## Task to carry out
The lines to repeat are those below from the one containing "ctx.save(); ctx.translate(x, y);" down to the one containing "M2,2H473L425,290C410,319 394,342 360,350C327,357", both included; reproduce them exactly and nothing else.

__________________________________________________

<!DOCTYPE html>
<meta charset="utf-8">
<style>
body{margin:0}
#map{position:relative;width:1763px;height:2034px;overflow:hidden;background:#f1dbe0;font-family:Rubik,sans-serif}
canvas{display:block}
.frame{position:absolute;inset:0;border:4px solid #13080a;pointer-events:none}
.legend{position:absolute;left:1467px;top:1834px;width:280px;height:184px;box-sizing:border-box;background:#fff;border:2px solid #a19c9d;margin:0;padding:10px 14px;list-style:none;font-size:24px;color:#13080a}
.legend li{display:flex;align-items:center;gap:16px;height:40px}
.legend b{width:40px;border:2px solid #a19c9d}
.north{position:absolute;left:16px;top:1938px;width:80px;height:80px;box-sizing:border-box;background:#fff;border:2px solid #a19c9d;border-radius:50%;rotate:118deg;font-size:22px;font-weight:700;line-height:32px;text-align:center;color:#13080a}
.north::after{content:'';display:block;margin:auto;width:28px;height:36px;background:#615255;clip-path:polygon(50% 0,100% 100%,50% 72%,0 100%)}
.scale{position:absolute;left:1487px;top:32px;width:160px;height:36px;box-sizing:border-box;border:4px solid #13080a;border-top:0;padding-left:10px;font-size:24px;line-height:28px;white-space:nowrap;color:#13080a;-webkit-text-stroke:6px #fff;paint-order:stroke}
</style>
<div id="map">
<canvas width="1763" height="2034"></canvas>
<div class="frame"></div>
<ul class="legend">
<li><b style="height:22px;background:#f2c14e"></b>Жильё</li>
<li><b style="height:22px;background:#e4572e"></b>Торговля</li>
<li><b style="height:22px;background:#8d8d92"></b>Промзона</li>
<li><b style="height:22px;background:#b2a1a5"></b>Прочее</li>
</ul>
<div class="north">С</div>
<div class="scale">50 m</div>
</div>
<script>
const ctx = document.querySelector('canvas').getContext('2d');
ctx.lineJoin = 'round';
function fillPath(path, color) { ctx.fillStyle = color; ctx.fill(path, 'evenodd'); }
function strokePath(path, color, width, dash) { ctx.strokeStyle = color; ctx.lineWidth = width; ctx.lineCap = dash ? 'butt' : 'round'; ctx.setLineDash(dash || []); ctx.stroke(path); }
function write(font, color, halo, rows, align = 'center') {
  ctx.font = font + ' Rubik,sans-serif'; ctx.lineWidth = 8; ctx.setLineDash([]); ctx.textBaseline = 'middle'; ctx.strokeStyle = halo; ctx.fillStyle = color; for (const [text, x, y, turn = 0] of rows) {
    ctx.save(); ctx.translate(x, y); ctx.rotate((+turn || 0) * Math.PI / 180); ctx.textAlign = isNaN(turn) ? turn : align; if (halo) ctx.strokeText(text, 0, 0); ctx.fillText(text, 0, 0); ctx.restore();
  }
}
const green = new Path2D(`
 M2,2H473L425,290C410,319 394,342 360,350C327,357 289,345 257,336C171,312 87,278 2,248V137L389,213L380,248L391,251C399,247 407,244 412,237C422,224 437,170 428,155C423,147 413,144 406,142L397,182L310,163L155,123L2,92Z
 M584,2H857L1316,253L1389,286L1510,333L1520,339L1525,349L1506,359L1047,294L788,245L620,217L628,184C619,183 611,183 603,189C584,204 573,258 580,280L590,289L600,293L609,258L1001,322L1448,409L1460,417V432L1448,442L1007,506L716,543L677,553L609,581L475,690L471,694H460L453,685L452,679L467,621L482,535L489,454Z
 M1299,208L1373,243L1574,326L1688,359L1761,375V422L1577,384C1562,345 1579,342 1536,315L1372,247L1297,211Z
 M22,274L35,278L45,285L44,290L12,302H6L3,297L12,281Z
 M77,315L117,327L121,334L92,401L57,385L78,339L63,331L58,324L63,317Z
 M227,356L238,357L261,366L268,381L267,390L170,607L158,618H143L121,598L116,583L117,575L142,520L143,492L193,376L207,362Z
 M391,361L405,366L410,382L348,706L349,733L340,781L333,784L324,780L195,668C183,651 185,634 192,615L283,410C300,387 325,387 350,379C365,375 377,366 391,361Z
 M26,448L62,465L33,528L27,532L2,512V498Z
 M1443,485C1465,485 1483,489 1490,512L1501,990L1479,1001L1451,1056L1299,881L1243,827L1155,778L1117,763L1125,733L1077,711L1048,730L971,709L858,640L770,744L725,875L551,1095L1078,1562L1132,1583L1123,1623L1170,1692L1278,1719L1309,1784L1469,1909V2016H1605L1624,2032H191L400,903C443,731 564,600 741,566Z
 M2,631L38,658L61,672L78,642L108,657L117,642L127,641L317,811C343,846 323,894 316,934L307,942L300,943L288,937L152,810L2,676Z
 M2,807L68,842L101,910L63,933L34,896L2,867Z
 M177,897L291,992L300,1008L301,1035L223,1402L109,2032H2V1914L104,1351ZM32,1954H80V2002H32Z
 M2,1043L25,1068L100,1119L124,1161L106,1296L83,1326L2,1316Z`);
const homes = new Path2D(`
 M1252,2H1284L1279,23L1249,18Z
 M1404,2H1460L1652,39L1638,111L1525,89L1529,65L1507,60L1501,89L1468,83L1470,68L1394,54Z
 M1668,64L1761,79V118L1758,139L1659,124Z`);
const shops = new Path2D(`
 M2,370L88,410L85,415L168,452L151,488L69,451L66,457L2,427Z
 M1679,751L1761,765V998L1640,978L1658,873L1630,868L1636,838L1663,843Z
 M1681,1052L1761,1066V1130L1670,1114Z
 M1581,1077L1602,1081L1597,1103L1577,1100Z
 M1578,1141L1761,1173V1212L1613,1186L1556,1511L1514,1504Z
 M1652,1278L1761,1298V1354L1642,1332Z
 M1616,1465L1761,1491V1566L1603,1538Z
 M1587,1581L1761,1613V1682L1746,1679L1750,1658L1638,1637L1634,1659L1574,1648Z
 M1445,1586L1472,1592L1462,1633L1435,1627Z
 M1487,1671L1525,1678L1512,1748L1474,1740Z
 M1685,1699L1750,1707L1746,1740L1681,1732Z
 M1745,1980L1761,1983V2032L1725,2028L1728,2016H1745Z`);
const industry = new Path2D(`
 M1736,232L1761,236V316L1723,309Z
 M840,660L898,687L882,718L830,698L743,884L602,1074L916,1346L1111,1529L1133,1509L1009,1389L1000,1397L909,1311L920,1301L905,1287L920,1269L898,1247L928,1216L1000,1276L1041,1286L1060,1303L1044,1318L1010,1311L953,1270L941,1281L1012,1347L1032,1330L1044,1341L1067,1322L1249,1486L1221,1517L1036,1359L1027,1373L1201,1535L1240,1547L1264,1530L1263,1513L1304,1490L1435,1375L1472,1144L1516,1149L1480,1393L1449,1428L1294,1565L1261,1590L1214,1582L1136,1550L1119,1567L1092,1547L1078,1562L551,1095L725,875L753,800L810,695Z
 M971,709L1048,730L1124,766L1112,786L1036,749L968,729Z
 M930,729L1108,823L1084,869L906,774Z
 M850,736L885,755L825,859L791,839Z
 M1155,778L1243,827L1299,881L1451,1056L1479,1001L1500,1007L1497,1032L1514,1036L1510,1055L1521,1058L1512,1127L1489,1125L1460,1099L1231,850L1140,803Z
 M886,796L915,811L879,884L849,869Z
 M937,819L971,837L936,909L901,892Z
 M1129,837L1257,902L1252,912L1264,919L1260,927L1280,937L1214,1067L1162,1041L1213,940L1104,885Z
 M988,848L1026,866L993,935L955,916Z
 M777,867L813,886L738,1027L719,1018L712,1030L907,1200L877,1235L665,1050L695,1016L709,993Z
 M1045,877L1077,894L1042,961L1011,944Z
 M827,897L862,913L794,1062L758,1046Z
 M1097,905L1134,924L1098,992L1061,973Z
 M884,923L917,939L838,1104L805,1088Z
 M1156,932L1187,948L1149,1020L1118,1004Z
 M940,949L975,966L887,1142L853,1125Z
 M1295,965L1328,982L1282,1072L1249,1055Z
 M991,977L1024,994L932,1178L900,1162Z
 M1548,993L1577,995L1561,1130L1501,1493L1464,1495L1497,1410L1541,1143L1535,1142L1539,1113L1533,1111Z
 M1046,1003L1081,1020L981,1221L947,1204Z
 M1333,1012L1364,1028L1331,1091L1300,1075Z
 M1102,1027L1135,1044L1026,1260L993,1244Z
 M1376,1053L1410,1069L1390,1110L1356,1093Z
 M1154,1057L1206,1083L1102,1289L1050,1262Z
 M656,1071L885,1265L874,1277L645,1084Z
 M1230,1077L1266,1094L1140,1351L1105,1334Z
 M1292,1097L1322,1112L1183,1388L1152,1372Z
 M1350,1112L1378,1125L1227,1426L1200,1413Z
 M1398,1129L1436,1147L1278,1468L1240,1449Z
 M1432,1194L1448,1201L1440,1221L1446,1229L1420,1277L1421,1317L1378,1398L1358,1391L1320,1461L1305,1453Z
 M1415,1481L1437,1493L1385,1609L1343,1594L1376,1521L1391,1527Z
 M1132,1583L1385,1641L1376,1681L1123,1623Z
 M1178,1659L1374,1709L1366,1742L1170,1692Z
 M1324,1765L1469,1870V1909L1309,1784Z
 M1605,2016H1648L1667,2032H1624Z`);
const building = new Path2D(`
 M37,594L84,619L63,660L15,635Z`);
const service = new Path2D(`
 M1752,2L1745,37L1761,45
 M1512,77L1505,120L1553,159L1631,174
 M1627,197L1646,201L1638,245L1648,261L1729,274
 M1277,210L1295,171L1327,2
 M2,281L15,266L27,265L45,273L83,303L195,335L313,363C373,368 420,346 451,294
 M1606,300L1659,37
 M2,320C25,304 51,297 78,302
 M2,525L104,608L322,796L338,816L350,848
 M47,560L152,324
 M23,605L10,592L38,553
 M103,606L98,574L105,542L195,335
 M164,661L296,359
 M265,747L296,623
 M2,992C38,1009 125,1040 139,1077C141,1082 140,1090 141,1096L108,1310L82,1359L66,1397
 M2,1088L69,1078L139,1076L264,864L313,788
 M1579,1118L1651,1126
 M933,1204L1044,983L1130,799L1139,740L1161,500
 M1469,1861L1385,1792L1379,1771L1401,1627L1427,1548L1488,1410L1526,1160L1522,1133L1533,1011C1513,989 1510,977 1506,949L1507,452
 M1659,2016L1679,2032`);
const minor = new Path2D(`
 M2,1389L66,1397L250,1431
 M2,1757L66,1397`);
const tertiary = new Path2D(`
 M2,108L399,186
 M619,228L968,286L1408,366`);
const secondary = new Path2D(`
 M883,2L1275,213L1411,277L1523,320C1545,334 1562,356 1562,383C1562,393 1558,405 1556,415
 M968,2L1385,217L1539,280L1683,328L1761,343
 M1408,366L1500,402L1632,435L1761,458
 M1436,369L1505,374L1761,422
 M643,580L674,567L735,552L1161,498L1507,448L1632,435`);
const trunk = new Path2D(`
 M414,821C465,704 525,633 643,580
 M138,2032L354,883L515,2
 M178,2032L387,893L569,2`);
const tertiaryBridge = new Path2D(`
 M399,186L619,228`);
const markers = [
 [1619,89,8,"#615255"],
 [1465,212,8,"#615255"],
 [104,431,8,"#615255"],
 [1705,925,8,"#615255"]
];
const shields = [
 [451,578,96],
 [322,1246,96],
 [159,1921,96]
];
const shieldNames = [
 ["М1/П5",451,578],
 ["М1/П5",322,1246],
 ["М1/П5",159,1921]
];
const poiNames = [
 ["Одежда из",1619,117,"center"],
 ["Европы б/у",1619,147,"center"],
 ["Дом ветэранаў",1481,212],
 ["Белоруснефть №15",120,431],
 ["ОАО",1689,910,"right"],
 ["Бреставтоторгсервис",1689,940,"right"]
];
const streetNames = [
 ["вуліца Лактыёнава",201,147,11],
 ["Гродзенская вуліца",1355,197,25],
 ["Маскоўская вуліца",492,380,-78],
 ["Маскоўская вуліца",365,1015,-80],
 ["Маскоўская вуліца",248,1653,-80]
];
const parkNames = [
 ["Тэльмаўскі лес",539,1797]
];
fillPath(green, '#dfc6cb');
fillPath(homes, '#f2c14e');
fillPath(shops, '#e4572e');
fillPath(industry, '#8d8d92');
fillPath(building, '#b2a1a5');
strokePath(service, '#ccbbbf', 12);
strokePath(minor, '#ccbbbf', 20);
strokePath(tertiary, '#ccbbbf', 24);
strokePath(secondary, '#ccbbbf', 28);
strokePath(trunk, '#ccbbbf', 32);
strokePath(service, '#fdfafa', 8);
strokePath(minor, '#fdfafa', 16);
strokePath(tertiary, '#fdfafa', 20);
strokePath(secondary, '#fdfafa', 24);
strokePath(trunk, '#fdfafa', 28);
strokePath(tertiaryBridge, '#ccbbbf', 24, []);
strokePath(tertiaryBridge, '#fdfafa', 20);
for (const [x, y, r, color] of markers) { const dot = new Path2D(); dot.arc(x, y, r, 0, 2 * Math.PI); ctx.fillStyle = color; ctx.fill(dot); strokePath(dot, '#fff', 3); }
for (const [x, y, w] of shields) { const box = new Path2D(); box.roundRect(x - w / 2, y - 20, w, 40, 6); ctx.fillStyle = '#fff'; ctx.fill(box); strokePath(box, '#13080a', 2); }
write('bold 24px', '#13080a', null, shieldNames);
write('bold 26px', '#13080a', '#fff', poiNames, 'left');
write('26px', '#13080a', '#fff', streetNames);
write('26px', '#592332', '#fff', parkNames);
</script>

__________________________________________________

## Your response
    ctx.save(); ctx.translate(x, y); ctx.rotate((+turn || 0) * Math.PI / 180); ctx.textAlign = isNaN(turn) ? turn : align; if (halo) ctx.strokeText(text, 0, 0); ctx.fillText(text, 0, 0); ctx.restore();
  }
}
const green = new Path2D(`
 M2,2H473L425,290C410,319 394,342 360,350C327,357 289,345 257,336C171,312 87,278 2,248V137L389,213L380,248L391,251C399,247 407,244 412,237C422,224 437,170 428,155C423,147 413,144 406,142L397,182L310,163L155,123L2,92Z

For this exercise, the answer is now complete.